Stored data

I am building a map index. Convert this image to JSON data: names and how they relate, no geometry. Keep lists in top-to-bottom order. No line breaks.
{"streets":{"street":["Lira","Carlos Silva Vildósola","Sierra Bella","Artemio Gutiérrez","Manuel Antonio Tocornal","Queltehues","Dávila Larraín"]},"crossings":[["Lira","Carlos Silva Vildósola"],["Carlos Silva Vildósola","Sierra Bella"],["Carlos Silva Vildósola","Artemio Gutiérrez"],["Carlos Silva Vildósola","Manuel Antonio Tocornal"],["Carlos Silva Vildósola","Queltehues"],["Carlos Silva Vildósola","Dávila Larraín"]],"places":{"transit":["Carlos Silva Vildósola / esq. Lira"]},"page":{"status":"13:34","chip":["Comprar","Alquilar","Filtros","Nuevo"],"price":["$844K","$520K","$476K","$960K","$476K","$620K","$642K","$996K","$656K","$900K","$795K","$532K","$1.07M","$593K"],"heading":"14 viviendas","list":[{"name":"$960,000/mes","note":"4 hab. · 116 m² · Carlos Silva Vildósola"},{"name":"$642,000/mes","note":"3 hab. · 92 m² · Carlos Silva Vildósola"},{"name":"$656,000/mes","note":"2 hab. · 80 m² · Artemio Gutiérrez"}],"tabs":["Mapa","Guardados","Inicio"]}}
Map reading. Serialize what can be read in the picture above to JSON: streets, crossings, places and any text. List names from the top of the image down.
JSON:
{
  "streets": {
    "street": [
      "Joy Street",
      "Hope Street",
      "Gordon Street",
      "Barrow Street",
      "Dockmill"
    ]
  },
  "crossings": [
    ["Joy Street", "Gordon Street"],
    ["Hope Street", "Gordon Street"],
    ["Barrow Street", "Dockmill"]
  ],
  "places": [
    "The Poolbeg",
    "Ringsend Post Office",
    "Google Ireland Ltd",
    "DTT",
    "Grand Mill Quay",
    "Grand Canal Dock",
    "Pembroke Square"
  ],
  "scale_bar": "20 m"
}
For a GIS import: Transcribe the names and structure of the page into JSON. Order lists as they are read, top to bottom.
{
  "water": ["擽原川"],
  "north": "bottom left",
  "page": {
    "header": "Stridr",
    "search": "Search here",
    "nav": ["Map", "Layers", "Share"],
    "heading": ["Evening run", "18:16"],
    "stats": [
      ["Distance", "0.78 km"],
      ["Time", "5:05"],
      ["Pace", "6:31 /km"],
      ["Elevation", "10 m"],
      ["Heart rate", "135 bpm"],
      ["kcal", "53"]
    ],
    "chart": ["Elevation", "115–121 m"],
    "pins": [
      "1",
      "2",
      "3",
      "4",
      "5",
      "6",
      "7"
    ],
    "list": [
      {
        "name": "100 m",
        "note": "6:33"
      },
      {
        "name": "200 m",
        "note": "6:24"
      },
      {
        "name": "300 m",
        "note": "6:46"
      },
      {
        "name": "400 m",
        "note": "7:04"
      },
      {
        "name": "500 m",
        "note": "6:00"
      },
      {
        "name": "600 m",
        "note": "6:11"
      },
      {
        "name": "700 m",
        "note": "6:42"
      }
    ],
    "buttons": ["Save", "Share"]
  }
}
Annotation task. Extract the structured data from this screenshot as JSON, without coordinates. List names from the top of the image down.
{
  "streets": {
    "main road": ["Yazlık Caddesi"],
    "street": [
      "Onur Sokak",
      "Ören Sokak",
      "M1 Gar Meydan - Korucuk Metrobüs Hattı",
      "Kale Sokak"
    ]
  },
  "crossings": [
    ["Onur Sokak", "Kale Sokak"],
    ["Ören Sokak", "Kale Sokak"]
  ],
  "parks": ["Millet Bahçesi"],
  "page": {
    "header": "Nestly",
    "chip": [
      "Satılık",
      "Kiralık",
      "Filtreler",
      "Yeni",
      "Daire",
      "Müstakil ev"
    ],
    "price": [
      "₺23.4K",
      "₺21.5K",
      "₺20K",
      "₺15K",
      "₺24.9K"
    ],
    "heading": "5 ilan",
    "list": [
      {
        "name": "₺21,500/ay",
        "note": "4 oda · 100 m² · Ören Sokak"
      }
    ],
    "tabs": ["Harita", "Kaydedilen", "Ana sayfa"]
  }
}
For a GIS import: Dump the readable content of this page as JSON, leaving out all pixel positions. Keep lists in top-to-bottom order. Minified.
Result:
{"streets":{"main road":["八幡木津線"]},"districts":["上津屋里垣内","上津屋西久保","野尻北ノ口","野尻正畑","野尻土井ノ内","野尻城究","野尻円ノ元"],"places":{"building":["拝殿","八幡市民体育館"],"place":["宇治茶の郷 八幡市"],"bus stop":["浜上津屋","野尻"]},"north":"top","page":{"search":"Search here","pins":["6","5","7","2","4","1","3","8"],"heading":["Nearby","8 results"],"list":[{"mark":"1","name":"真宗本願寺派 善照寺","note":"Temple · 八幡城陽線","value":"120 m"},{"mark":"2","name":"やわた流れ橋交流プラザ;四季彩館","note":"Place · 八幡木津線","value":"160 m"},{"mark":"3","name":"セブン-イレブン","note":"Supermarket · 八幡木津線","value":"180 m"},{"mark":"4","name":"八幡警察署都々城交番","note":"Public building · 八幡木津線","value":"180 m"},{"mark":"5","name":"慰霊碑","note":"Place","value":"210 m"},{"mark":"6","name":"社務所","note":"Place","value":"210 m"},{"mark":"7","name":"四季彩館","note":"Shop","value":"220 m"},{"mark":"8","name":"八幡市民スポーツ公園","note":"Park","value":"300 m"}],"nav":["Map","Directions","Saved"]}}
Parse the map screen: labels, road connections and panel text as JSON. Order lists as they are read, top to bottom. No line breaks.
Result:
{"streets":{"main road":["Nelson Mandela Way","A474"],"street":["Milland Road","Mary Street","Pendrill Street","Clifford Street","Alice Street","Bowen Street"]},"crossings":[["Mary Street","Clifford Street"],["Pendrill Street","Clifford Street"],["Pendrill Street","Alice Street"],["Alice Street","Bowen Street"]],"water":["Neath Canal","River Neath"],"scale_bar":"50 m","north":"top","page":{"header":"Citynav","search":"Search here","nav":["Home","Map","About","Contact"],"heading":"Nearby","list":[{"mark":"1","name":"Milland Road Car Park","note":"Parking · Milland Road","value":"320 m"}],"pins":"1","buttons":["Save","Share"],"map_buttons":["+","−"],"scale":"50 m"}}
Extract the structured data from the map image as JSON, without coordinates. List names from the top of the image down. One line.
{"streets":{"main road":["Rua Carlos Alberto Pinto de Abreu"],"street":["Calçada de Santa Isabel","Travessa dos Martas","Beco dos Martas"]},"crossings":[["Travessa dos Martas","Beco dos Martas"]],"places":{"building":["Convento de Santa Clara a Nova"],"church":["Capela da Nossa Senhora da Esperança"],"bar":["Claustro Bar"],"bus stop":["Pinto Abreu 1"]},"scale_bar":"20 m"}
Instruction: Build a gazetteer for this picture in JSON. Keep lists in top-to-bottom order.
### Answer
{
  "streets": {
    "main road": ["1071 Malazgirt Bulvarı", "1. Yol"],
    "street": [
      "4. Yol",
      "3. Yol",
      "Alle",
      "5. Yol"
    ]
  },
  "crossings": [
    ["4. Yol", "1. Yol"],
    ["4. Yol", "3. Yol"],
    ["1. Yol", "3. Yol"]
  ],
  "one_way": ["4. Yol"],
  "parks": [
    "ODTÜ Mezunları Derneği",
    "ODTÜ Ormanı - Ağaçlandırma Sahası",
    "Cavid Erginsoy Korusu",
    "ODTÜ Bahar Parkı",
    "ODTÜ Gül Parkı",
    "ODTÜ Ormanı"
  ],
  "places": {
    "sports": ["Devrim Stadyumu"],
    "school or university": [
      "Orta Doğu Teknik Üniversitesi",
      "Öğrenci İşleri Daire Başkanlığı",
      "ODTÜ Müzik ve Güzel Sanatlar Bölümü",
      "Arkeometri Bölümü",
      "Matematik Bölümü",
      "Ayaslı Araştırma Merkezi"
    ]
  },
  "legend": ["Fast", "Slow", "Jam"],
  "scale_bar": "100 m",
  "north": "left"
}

## Assignment
Now copy each line of the entries that mentions "picture".

## Completed exercise
Map reading. Serialize what can be read in the picture above to JSON: streets, crossings, places and any text. List names from the top of the image down.
Instruction: Build a gazetteer for this picture in JSON. Keep lists in top-to-bottom order.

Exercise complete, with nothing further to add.